Denver will pay a security company up to $4 million to oversee two massive shelters for people experiencing homelessness, raising concerns from community leaders and elected officials about privacy and safety.
On Monday, the city government contracted with California-based Allied Universal Security, a company with multiple contracts in the city — and a history of employees beating people up at Union Station and Boston’s North Station — to patrol emergency shelters at the National Western Complex and Denver Coliseum.
The contract will fund 21 security guards, who aren’t allowed to get physical with residents at either shelter, the agreement states. Kami Johle, director fo administration for Denver General Services, told City Council members Monday that “absolutely no weapons” will be carried by the guards. She characterized the security guards as “customer service even though they’re in a uniform.”
However, the responsibilities of Allied guards extend far beyond showing people where the bathroom is. According to the contract, the contractors will also check bags, support enforcement of shelter rules, patrol the area for drug and alcohol use, and guard areas from unauthorized entry. Guards will be posted around the shelter, including near the showers, the contract states.
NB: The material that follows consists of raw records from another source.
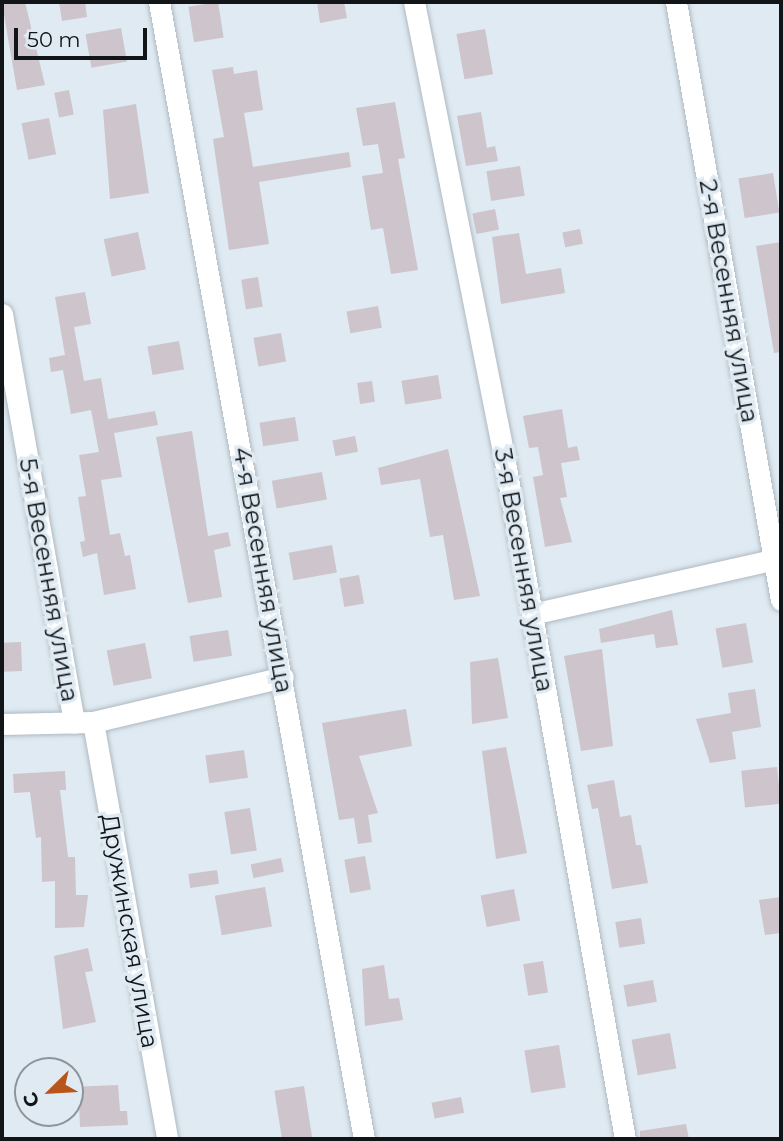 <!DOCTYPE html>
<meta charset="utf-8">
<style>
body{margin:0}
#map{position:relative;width:783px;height:1141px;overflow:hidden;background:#dfeaf2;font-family:Montserrat,sans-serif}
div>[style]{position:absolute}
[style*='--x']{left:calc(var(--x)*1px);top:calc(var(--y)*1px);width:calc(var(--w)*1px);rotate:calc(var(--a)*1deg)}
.building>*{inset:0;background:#cdc4cc;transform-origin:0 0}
.roads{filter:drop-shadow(0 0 2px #afb9c1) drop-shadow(0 0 2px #afb9c1)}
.minor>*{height:21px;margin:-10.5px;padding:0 10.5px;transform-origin:10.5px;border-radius:10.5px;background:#fff}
span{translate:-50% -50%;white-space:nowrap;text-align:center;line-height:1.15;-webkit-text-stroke:7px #dfeaf2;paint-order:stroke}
.street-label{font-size:24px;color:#111518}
.frame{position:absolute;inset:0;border:4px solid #111518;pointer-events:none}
.north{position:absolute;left:14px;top:1057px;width:70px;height:70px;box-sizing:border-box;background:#dfeaf2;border:2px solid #8d959b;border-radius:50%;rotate:246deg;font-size:19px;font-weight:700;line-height:28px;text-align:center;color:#111518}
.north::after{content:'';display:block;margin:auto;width:24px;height:32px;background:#b8551a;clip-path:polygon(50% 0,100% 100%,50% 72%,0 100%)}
.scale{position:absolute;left:14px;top:28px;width:133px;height:32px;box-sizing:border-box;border:4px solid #111518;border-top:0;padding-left:9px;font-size:21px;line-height:24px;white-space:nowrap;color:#111518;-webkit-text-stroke:5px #dfeaf2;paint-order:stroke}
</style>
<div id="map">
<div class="building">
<i style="clip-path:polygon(25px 2px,45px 85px,17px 90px,2px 3px)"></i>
<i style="clip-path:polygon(59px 2px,85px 2px,87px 17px,62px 21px)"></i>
<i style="left:218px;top:2px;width:36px;height:30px;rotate:81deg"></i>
<i style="clip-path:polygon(317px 2px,344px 2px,347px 18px,320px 23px)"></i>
<i style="left:121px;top:28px;width:34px;height:36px;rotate:80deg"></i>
<i style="left:485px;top:29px;width:46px;height:29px;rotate:80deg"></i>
<i style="clip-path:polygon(233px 67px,234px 74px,257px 70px,263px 110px,244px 113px,253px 167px,349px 152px,351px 167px,259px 182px,269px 244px,229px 250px,213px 139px,224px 137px,212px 70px)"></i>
<i style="left:69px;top:90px;width:25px;height:15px;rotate:79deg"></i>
<i style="clip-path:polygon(395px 102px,405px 158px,398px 159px,418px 270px,391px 274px,383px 228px,371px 230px,362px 176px,383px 173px,378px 144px,363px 146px,356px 108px)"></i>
<i style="clip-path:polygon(136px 104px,149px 193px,110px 199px,103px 110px)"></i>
<i style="clip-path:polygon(481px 112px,487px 148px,495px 146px,498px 161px,466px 166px,457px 116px)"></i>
<i style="left:49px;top:118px;width:37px;height:28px;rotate:79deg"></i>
<i style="left:520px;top:166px;width:30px;height:34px;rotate:81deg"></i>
<i style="left:773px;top:173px;width:40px;height:35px;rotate:81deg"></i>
<i style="left:495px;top:209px;width:21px;height:23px;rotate:79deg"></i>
<i style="left:580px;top:229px;width:15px;height:18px;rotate:79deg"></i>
<i style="left:138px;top:232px;width:38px;height:35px;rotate:78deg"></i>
<i style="clip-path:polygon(519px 233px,526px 274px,561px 268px,565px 293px,501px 304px,492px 237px)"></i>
<i style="clip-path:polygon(781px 242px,781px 352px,774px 353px,756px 246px)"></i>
<i style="left:258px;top:277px;width:30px;height:17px;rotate:81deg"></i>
<i style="clip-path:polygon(85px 292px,91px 324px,74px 327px,84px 381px,101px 378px,108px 419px,155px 411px,158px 425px,114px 433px,122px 477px,101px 480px,110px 535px,120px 533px,125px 556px,130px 555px,136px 589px,104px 595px,97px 553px,83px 557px,80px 542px,85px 541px,78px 497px,86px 496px,79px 455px,99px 452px,91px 410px,71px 414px,63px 370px,51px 372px,49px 358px,65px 355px,55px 297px)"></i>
<i style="left:378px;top:306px;width:22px;height:32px;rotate:80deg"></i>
<i style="left:281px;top:333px;width:29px;height:28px;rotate:80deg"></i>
<i style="left:179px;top:341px;width:29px;height:32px;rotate:80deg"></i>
<i style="left:438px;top:375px;width:24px;height:37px;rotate:81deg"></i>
<i style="left:372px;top:381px;width:21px;height:15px;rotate:82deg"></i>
<i style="clip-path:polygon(562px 409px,568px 448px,577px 446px,580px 460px,561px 463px,567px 497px,560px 498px,572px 542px,545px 547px,533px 477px,543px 475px,538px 447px,529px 448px,523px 416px)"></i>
<i style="left:295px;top:417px;width:24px;height:36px;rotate:81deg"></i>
<i style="clip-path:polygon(192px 431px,208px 536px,228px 532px,231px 546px,214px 550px,222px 597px,188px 603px,156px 437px)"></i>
<i style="left:355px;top:436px;width:16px;height:23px;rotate:79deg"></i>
<i style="clip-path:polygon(448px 449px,480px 596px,454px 600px,443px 535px,430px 537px,420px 479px,381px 485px,378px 468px)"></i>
<i style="left:322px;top:472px;width:28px;height:51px;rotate:80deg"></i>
<i style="left:332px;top:545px;width:28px;height:44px;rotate:80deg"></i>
<i style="left:359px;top:575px;width:29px;height:20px;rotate:80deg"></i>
<i style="clip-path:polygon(672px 610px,678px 645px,656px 648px,654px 634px,601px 643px,599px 629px)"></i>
<i style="left:746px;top:623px;width:40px;height:31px;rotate:80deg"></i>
<i style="left:228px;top:630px;width:26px;height:39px;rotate:81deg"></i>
<i style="left:21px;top:642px;width:29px;height:19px;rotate:88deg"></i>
<i style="left:145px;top:643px;width:36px;height:39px;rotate:79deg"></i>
<i style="clip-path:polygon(602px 649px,613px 746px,581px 751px,564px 656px)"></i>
<i style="clip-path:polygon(498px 658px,508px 718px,472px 724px,470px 662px)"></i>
<i style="clip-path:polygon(755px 689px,761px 727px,732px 732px,736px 759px,710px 763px,696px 719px,731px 713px,728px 693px)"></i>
<i style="clip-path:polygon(406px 709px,412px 746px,359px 756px,378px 813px,368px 815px,372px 842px,358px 844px,354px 818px,339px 820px,322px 723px)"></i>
<i style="clip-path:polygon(506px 747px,527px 853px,496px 859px,482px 751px)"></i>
<i style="left:244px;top:750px;width:28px;height:39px;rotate:82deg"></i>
<i style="left:777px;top:767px;width:37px;height:36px;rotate:84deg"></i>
<i style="clip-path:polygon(65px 771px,66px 790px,60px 790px,68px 857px,75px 857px,76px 895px,88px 895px,84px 927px,55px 928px,55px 881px,42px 882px,41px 837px,36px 838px,30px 792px,14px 793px,13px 774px)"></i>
<i style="clip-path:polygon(614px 780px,620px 817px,631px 815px,636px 845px,641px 845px,648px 883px,612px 889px,598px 808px,592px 809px,587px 785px)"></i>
<i style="left:250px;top:808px;width:43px;height:26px;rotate:81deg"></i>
<i style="left:365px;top:856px;width:34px;height:21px;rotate:80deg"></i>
<i style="left:281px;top:858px;width:14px;height:31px;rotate:78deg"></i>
<i style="left:217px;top:870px;width:14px;height:29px;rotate:82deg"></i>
<i style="left:265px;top:887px;width:40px;height:51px;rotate:80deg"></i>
<i style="left:514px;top:889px;width:32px;height:34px;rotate:79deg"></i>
<i style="clip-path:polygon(781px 897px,781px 933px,765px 935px,759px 900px)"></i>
<i style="left:641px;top:918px;width:26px;height:26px;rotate:81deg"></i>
<i style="clip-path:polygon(88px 948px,93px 971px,85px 972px,96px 1022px,63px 1029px,54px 956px)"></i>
<i style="left:543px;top:961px;width:32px;height:20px;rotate:81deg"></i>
<i style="clip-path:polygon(384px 965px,389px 999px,399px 998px,403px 1020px,365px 1026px,362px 969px)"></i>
<i style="left:653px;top:980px;width:22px;height:30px;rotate:80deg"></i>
<i style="left:670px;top:1033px;width:36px;height:39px;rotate:80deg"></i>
<i style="left:559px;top:1045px;width:43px;height:35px;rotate:81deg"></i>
<i style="clip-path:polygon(118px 1085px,120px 1111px,127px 1111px,128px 1125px,80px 1127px,79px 1101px,70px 1101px,70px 1087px)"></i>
<i style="left:304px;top:1086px;width:54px;height:30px;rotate:81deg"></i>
<i style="left:461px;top:1097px;width:16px;height:30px;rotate:79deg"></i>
<i style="clip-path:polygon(686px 1124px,689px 1139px,640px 1139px,640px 1131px)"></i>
</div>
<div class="roads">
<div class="minor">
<i style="--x:159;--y:2;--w:1155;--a:79.78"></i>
<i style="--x:414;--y:2;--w:469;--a:78.8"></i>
<i style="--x:505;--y:462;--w:688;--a:79.95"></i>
<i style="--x:676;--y:2;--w:607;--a:80.04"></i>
<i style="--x:2;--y:314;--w:415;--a:80"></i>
<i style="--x:532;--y:614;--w:255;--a:-12.7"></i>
<i style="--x:93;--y:722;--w:424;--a:79.9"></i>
<i style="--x:2;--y:724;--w:91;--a:-1.3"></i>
<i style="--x:93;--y:722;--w:195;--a:-13.3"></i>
</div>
</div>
<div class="street-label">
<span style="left:729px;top:301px;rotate:80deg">2-я Весенняя улица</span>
<span style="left:263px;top:570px;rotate:80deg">4-я Весенняя улица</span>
<span style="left:524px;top:570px;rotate:80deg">3-я Весенняя улица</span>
<span style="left:49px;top:580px;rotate:80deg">5-я Весенняя улица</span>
<span style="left:130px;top:931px;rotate:80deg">Дружинская улица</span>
</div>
<div class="frame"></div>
<div class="north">С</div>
<div class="scale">50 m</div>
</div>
Councilwomen Jamie Torres and Candi CdeBaca questioned the company’s history, which includes a severe beating.
CdeBaca wondered why the government chose Allied, which is being sued after two of its guards, Taylor Taggart and Victor Diaz, pleaded guilty to charges stemming from the beating of local artist Raverro Stinnett in a Union Station bathroom. The lawsuit says Stinnett suffered a permanent brain injury.
“This is a case that was pretty high profile because of the permanent brain damage sustained,” CdeBaca said, “and so it’s hard for me to wrap my head around the city going with this provider knowing what happened in this case, even from an outsider’s perspective.”